И очень даже удачно, что первым ее увидит именно Маклафлин.
Он человек прямой, бесхитростный, по его реакции сразу поймешь, можно ли
показываться в обществе с такими волосами или лучше повернуть обратно. Да и
новости опять же узнать…
Варя мужественно сдернула шляпку, обнажив свой постыдный
бобрик. Проверка так проверка.
— Мистер Маклафлин! — приподнявшись на сиденье,
звонко крикнула она, когда коляска догнала корреспондента. — А это я! Куда
направляетесь?
Ирландец оглянулся и приподнял котелок.
— О, мадемуазель Варя, очень рад видеть вас в добром
здравии. Это вас из гигиенических соображений так обстригли? Прямо не узнать.
У Вари внутри все так и оборвалось.
— Что, ужасно? — упавшим голосом спросила она.
— Вовсе нет, — поспешил уверить ее
Маклафлин. — Но сейчас вы гораздо больше похожи на мальчика, чем во время
нашей первой встречи.
— Нам по пути? — спросила она, — Так садитесь
ко мне, поболтаем. Лошадь-то у вас не очень.
— Ужасная кляча. Моя Бесси умудрилась нагулять брюхо от
драгунского жеребца, и ее разнесло, как бочку. А штабной конюх Frolka меня не
любит, потому что я никогда из принципиальных соображений не даю ему взяток (то
что у вас называется nа chai), и подсовывает таких одров! Где он их только
берет! А ведь я спешу по крайне важному, секретному делу.

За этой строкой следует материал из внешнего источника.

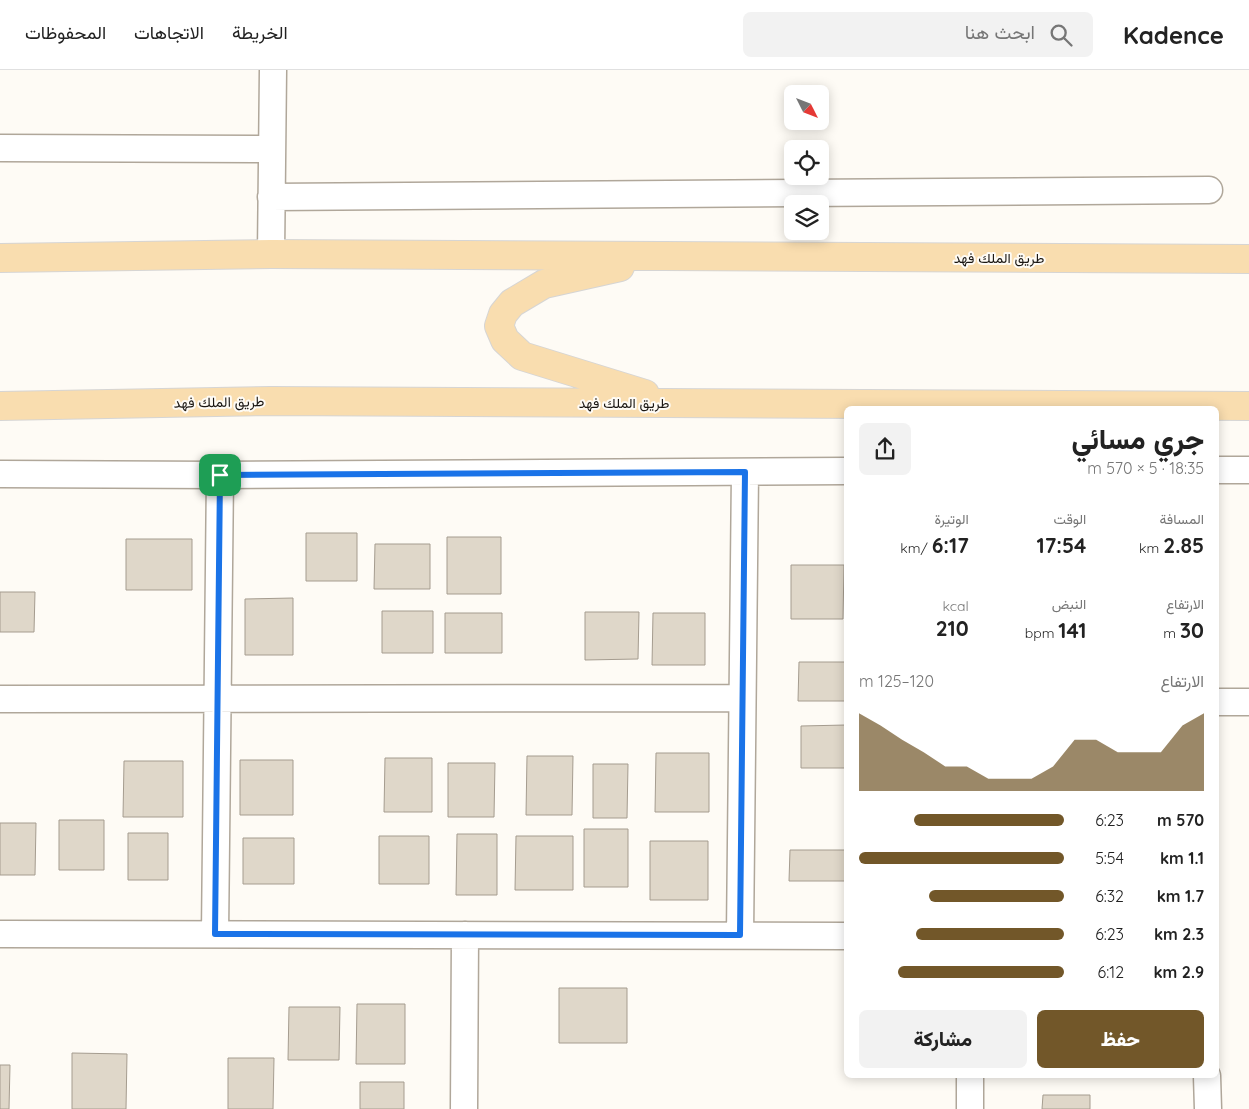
<!DOCTYPE html>
<html lang="ar">
<meta charset="utf-8">
<style>
:root{--surface:#fff;--page:#f2f2f2;--text:#222;--muted:#767676;--line:#e0e0e0;--accent:#725729}
body{margin:0;font-family:Quicksand,Vazirmatn,sans-serif;background:var(--page);color:var(--text);direction:rtl;height:100vh;display:flex;flex-direction:column;font-size:19px;white-space:nowrap}
*{box-sizing:border-box;margin:0}
p{font-size:16px;color:var(--muted)}
.icon{flex:none;width:28px;height:28px;fill:none;stroke:currentColor;stroke-width:2;stroke-linecap:round;stroke-linejoin:round}
.map{position:relative;flex:1;overflow:hidden;direction:ltr}
.panel{position:absolute;left:844px;top:336px;width:375px;height:672px;display:flex;flex-direction:column;background:var(--surface);border-radius:8px;box-shadow:0 2px 12px #0003;direction:rtl}
.panel>*{flex:none}
.needle{width:32px;rotate:132deg}
.tools{position:absolute;left:784px;top:15px;display:grid;gap:10px}
.tools a{display:grid;place-items:center;width:45px;height:45px;border-radius:8px;background:var(--surface);box-shadow:0 2px 12px #0003;font-size:25px}
.pin{position:absolute;display:grid;place-items:center;width:42px;height:42px;color:#fff;margin:-21px;border-radius:10px;box-shadow:0 2px 8px #0006}
.round{display:grid;place-items:center;flex:none;width:52px;height:52px;border-radius:8px;background:var(--page)}
.headline{display:flex;align-items:center;justify-content:space-between;height:85px;padding:0 15px}
h1{font-size:28px;font-weight:800;line-height:38px}
.stats{display:grid;grid-template-columns:repeat(3,1fr);gap:8px;height:85px;padding:5px 15px}
.stats div{display:grid;align-content:center}
.stats b{font-size:21px;font-weight:800}
.stats small{font-size:14px;font-weight:400}
.stats p{font-size:14px}
.chart{height:140px;padding:10px 15px}
.chart p{display:flex;justify-content:space-between}
.chart svg{width:100%;height:90px;margin-top:5px;fill:var(--accent);opacity:.7}
.action{display:flex;gap:10px;margin-top:auto;padding:10px 15px}
.action a{flex:1;height:58px;border-radius:8px;background:var(--accent);color:#fff;font-size:20px;font-weight:800;line-height:58px;text-align:center}
.action a+a{background:var(--page);color:var(--text)}
ul{padding:0 15px;list-style:none;font-size:16px}
li{display:grid;grid-template-columns:80px 60px 1fr;align-items:center;height:38px}
li i{height:12px;border-radius:6px;background:var(--accent)}
header{display:flex;align-items:center;gap:30px;box-sizing:border-box;height:70px;padding:0 25px;background:var(--surface);border-bottom:1px solid var(--line)}
header strong{font-size:24px}
nav{display:flex;gap:28px;margin-inline-start:auto;font-size:18px}
.search{width:350px;height:45px;background:var(--page);display:flex;align-items:center;gap:12px;box-sizing:border-box;padding:0 18px;border-radius:8px;color:var(--muted);font-size:19px}
.map>svg:first-child{display:block}
.building{fill:#dfd7c9;stroke:#a59c8f}
.lines{fill:none;stroke-linecap:round;stroke-linejoin:round}
.minor-casing{stroke:#b0a79a;stroke-width:29}
.major-casing{stroke:#d6d5d4;stroke-width:30}
.minor{stroke:#fff;stroke-width:26}
.major{stroke:#f9ddaf;stroke-width:28}
.route-casing{stroke:#fff;stroke-width:10}
.route{stroke:#1a73e8;stroke-width:6}
.labels{text-anchor:middle;stroke-width:4;stroke-linejoin:round;paint-order:stroke}
.street-label{font-size:14px;fill:#1a1612;stroke:#fefbf5}
</style>
<header>
<strong>Kadence</strong>
<div class="search"><svg class="icon" aria-label="search" viewBox="0 0 24 24"><circle cx="10" cy="10" r="6"/><path d="M15 15l6 6"/></svg>ابحث هنا</div>
<nav><a>الخريطة</a><a>الاتجاهات</a><a>المحفوظات</a></nav>
</header>
<div class="map">
<svg width="1249" height="1039" viewBox="0 0 1249 1039">
<rect width="100%" height="100%" fill="#fefbf5"/>
<path class="building" d="M 306,463 L 357,463 L 357,511 L 306,511 Z
M 447,467 L 501,467 L 501,524 L 447,524 Z
M 126,469 L 192,469 L 192,520 L 126,520 Z
M 375,474 L 430,474 L 430,519 L 374,519 Z
M 791,495 L 844,495 L 843,549 L 791,549 Z
M 0,522 L 35,522 L 34,562 L 0,562 Z
M 293,528 L 293,585 L 245,585 L 245,529 Z
M 382,541 L 433,541 L 433,583 L 382,583 Z
M 585,542 L 639,542 L 638,589 L 585,590 Z
M 445,543 L 502,543 L 502,583 L 445,583 Z
M 653,543 L 705,543 L 705,595 L 652,595 Z
M 799,592 L 846,592 L 846,631 L 798,631 Z
M 846,655 L 846,698 L 801,698 L 801,656 Z
M 656,683 L 709,683 L 709,742 L 655,742 Z
M 527,686 L 573,686 L 572,745 L 526,745 Z
M 385,688 L 432,688 L 432,742 L 384,742 Z
M 240,690 L 293,690 L 293,745 L 240,745 Z
M 124,691 L 183,691 L 183,747 L 123,747 Z
M 448,693 L 495,693 L 494,747 L 448,747 Z
M 593,694 L 628,694 L 627,748 L 593,748 Z
M 59,750 L 104,750 L 104,800 L 59,800 Z
M 0,753 L 36,753 L 35,805 L 0,805 Z
M 584,759 L 628,759 L 628,817 L 584,817 Z
M 128,763 L 168,763 L 168,810 L 128,810 Z
M 457,764 L 497,764 L 497,825 L 456,825 Z
M 379,766 L 429,766 L 429,814 L 379,814 Z
M 516,766 L 573,766 L 573,820 L 515,820 Z
M 243,768 L 294,768 L 294,814 L 243,814 Z
M 650,771 L 708,771 L 708,830 L 650,830 Z
M 790,780 L 846,780 L 846,811 L 789,811 Z
M 559,918 L 627,918 L 627,973 L 559,973 Z
M 357,934 L 405,934 L 405,994 L 356,994 Z
M 289,937 L 340,937 L 339,990 L 288,990 Z
M 72,983 L 127,984 L 126,1039 L 72,1039 Z
M 228,988 L 274,988 L 273,1039 L 228,1039 Z
M 0,995 L 10,995 L 9,1039 L 0,1039 Z
M 360,1012 L 404,1012 L 404,1039 L 360,1039 Z
M 1043,1025 L 1090,1025 L 1090,1039 L 1042,1039 Z"/>
<g class="lines">
<defs>
<path id="minor" d="M 0,78 L 272,79
M 271,127 L 1209,120
M 271,184 L 273,0
M 1216,400 L 1249,400
M 0,404 L 220,405 L 846,401
M 0,629 L 742,628
M 1216,632 L 1249,632
M 0,864 L 846,866
M 215,864 L 220,405
M 740,865 L 745,402
M 1207,1006 L 1208,1039
M 464,1039 L 465,865
M 970,1039 L 970,1006"/>
<path id="major" d="M 0,188 L 271,184 L 1249,189
M 620,197 L 544,214 L 512,233 L 503,244 L 499,256 L 505,270 L 522,286 L 645,324
M 0,336 L 271,331 L 1249,336"/>
</defs>
<use href="#minor" class="minor-casing"/>
<use href="#major" class="major-casing"/>
<use href="#minor" class="minor"/>
<use href="#major" class="major"/>
</g>
<g class="lines">
<defs>
<path id="route" d="M 745,402 L 740,865 L 215,864 L 220,405 Z"/>
</defs>
<use href="#route" class="route-casing"/>
<use href="#route" class="route"/>
</g>
<g class="labels">
<g class="street-label">
<text x="999" y="193">طريق الملك فهد</text>
<text transform="translate(219 332) rotate(-1)" y="5">طريق الملك فهد</text>
<text x="624" y="338">طريق الملك فهد</text>
</g>
</g>
</svg>
<div class="tools">
<a><svg class="needle" viewBox="-14 -14 28 28"><path d="M0-13l5 13h-10z" fill="#e53935"/><path d="M0 13l5-13h-10z" fill="#767676"/></svg></a>
<a><svg class="icon" aria-label="locate" viewBox="0 0 24 24"><circle cx="12" cy="12" r="6"/><path d="M12 2v4M12 18v4M2 12h4M18 12h4"/></svg></a>
<a><svg class="icon" aria-label="layers" viewBox="0 0 24 24"><path d="M12 4l9 5-9 5-9-5zM3 14l9 5 9-5"/></svg></a>
</div>
<div class="pin" style="left:220px;top:405px;background:#1e9e55"><svg class="icon" aria-label="arrive" viewBox="0 0 24 24"><path d="M6 21V4h12l-3 4 3 4H6"/></svg></div>
<section class="panel">
<div class="headline"><div><h1>جري مسائي</h1><p>18:35 · 5 × 570 m</p></div><a class="round"><svg class="icon" aria-label="share" viewBox="0 0 24 24"><path d="M12 15V3M7 8l5-5 5 5M5 13v7h14v-7"/></svg></a></div>
<div class="stats">
<div><p>المسافة</p><b>2.85<small> km</small></b></div>
<div><p>الوقت</p><b>17:54</b></div>
<div><p>الوتيرة</p><b>6:17<small> /km</small></b></div>
</div>
<div class="stats">
<div><p>الارتفاع</p><b>30<small> m</small></b></div>
<div><p>النبض</p><b>141<small> bpm</small></b></div>
<div><p>kcal</p><b>210</b></div>
</div>
<div class="chart"><p><span>الارتفاع</span>120–125 m</p>
<svg viewBox="0 0 160 44" preserveAspectRatio="none"><path d="M0 44V6L10 12L20 19L30 25L40 32L50 32L60 38L70 38L80 38L90 32L100 19L110 19L120 25L130 25L140 25L150 12L160 6V44z"/></svg>
</div>
<ul>
<li><b>570 m</b>6:23<i style="width:73%"></i></li>
<li><b>1.1 km</b>5:54<i style="width:100%"></i></li>
<li><b>1.7 km</b>6:32<i style="width:66%"></i></li>
<li><b>2.3 km</b>6:23<i style="width:72%"></i></li>
<li><b>2.9 km</b>6:12<i style="width:81%"></i></li>
</ul>
<div class="action"><a>حفظ</a><a>مشاركة</a></div>
</section>
</div>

Маклафлин многозначительно умолк, но было видно, что его
всего распирает от важности и секретности.
При всегдашней сдержанности альбионца это выглядело необычно
— похоже, журналист и в самом деле разузнал нечто из ряда вон выходящее.
— Да присядьте на минутку, — вкрадчиво произнесла
Варя. — Дайте отдохнуть несчастному животному. У меня тут и пирожки с
вареньем, и термостатическая фляга. А в ней кофе с ромом…
Маклафлин достал из кармана часы на серебряной цепочке.
— Half past seven… Another forty minutes to get there…
All right, an hour. It'll be half past eight…, — пробормотал он на своем
невразумительном наречии и вздохнул. — Ну хорошо, разве что на минутку.
Доеду с вами до развилки, а там сверну на Петырницы.
Привязав поводья к коляске, он уселся рядом с Варей, один
пирожок проглотил целиком, от второго откусил половину и с удовольствием
отхлебнул из крышечки горячего кофе.
— В Петырницу-то зачем? — небрежно спросила
Варя. — Снова встречаетесь со своим плевненским осведомителем, да?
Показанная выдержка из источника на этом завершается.